Collar felt
FURTHER to our tales of unexpected foreign exchanges, reader Gerry MacKenzie sends us his experience. “I swear this is true,” quoth he, though, as we shall see, he might mean: “I menswear this is true.” Says Gerry: “Some good few years ago, my wife and I were on holiday in Cyprus. Walking past a restaurant in Limassol, the proprietor approached and enquired: “English?” I replied: “No, Scottish.” The gentleman then asked: “Whereabouts?” I replied: “Glasgow”. He then ran his thumb and forefinger over the collar of my shirt and said: “Ah … Ralphie Slater.”
Dope for dope
POOR old Woody Harrelson.
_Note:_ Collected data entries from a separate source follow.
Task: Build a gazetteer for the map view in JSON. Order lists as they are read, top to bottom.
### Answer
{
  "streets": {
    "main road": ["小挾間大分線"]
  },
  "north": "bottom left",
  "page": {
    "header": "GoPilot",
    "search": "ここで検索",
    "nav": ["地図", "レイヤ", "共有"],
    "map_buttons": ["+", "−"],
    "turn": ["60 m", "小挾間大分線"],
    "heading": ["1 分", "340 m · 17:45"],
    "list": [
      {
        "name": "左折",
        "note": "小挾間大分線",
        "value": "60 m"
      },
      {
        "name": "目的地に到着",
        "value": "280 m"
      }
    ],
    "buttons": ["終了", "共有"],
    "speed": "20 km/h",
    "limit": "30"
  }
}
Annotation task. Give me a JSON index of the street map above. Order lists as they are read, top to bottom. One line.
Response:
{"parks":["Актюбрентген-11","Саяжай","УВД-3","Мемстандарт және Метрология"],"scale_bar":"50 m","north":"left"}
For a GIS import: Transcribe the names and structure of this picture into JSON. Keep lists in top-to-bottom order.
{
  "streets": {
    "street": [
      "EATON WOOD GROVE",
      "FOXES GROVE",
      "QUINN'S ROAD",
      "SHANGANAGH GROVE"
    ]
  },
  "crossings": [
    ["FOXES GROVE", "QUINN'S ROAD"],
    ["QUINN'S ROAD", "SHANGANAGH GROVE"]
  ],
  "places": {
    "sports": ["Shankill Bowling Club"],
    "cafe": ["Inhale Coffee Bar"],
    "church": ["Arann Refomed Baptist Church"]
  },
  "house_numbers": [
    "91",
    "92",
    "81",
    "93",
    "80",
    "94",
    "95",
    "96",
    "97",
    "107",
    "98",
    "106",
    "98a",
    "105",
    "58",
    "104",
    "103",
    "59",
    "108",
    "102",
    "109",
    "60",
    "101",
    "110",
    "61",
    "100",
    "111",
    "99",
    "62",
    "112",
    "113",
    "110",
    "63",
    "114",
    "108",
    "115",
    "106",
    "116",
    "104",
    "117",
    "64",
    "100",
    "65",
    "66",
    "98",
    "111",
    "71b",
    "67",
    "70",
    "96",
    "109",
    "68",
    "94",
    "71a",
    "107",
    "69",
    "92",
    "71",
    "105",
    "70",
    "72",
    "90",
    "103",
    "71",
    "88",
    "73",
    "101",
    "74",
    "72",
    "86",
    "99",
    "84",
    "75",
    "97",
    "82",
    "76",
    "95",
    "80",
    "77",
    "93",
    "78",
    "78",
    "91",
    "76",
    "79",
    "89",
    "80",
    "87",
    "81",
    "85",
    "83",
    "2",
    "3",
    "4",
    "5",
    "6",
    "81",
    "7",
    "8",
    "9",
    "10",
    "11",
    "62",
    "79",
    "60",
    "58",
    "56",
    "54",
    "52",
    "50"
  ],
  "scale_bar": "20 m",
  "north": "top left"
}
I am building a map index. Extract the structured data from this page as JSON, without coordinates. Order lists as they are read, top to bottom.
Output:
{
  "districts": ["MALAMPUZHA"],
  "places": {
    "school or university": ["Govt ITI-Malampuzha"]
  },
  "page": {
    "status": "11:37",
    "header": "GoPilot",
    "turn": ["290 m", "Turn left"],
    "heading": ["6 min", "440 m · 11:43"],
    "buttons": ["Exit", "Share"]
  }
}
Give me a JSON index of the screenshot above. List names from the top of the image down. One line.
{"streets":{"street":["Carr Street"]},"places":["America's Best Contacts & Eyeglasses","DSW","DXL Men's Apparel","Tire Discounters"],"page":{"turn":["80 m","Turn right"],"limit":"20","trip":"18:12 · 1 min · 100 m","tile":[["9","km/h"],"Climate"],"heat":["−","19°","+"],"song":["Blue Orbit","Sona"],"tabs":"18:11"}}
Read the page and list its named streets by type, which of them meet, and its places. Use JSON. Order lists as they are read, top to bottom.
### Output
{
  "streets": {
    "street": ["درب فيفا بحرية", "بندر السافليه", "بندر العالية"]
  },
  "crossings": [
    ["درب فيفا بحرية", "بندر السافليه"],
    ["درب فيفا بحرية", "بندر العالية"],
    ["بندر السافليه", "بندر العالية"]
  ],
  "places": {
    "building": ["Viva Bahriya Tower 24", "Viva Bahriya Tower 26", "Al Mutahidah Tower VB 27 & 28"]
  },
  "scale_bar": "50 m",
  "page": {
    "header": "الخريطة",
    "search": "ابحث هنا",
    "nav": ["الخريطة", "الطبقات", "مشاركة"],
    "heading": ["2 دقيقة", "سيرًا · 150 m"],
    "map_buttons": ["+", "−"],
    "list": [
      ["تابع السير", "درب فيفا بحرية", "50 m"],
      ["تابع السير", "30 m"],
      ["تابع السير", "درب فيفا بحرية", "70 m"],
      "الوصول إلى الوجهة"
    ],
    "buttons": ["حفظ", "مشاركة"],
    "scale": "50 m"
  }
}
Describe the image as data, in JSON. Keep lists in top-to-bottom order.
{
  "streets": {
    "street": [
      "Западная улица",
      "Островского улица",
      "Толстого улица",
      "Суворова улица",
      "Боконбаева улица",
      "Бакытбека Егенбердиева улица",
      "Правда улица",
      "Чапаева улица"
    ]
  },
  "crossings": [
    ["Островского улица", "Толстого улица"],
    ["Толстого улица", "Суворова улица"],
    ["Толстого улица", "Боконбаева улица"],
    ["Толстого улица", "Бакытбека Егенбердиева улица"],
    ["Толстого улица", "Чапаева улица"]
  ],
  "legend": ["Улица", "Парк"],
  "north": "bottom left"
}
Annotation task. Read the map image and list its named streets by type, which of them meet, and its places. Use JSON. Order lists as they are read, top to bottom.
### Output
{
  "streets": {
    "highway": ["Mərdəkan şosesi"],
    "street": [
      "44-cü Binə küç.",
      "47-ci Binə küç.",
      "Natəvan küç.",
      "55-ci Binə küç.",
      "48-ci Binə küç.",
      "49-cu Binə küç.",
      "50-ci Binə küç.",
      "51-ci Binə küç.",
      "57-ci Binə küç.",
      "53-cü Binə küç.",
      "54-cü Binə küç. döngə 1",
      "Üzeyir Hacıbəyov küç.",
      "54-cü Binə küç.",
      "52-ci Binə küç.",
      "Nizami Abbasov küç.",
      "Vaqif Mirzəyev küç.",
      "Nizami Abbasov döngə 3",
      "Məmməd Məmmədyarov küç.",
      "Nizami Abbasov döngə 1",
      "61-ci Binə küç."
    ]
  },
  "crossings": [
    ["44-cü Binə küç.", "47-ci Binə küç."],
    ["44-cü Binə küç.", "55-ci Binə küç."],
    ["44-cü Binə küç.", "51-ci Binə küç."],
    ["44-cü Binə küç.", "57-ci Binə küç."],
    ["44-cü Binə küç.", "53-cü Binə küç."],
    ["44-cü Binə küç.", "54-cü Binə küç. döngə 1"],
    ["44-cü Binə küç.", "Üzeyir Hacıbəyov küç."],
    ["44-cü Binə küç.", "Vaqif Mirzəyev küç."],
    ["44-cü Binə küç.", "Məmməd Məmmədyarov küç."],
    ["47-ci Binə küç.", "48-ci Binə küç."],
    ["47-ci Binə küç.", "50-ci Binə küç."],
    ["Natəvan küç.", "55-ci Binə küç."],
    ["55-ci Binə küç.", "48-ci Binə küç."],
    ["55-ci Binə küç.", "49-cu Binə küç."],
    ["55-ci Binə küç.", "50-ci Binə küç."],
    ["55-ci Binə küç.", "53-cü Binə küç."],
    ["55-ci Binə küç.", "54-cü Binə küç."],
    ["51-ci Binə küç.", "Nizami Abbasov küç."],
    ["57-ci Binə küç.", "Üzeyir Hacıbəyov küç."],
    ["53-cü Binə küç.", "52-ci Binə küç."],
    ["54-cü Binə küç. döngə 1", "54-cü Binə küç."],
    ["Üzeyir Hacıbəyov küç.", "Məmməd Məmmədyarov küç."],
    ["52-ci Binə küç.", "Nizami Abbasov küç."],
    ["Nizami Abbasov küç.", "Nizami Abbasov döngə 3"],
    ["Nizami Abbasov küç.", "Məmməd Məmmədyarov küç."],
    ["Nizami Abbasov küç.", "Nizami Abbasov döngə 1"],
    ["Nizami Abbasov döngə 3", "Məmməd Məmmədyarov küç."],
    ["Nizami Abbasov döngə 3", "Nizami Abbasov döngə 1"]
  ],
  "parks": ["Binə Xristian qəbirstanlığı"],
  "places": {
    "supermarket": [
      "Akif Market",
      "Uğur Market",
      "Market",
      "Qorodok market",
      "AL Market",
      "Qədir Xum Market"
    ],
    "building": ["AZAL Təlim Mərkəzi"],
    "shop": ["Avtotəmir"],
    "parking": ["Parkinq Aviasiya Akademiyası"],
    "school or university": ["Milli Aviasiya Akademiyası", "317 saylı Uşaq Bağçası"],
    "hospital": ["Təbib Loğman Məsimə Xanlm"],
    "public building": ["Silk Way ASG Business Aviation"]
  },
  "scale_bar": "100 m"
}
The coming to power of US President Donald Trump reminded the Hollywood star of a “brutal” dinner he had to endure with the hirsute intellectual back in 2002. The only way he could survive it, he says, was to go outside and smoke some marijuana. Says Woody: “I came up through Hollywood, so I’ve seen narcissists. This guy was beyond. It blew my mind.” Isn’t it the marijuana that’s supposed to do that?
Oot the car
INSPIRED by moves to ban hands-free phoning in cars, retired MP Sir Brian Donohoe wants to take things further: “I have suggested that they should extend the ban to mothers-in-law and grandchildren.” Where will it all end?
Still puffing
TALKING of smoking, 16.7 per cent of people in Scotland still smoke, the second highest rate in the UK (after Yorkshire and Humber). That’s some way short of the five per cent rate that the UK Government wants to see by 2030 (even if health is really our business under devolution). Any Diary readers out there remember smoking and the joys of giving it up?
You are offal
HEARING that the United States might unblock haggis sales in exchange for us taking their chicken, a Fife reader sees a business opportunity in opening a chain of KFH restaurants: “Kirkcaldy Fried Haggis.”
Whodunnit
THE dreadful business surrounding the nefarious activities of newly-deceased billionaire Jeffrey Epstein has attracted much speculation, not all of it helpful. As comedy writer Charlie Skelton observed of his death in a New York correctional centre: “It’s crass and pointless to engage in conspiracy theories about it, as we’ll probably never know who committed Epstein’s suicide.”
Hold the web page
THIS tweet from lawyer Smita Jamdar is spot-on: “What reading a web page used to be like – find page; read page. What it’s like now – find page; accept cookies; decline newsletter; turn off weird video that’s randomly started; close pop-up ad; decline survey request; get fed up; leave without reading.”
Straight talk
A LOT of fancy PR being put for plain-speaking comedian Frankie Boyle’s forthcoming tour of Scotland, which starts next month. Frankie’s own enticing invitation on Twitter was distinctly more succinct: “Here’s my Scottish tour, come see the b******d.”
Bit tied up
FOLLOWING yesterday’s item about ploys with which to deter cold callers, Robin Gilmour, in Milngavie, passes on this suggestion from a friend in the judiciary: “Not just now … I’m still in handcuffs!”
Well oiled
CRITICS are panning Gwyneth Paltrow’s new £2.35 alkaline water as “snake oil”. But what’s wrong with snake oil? We used to love when these salesmen came to our village. Marvellous stuff for the old halitosis. Also fence-coating.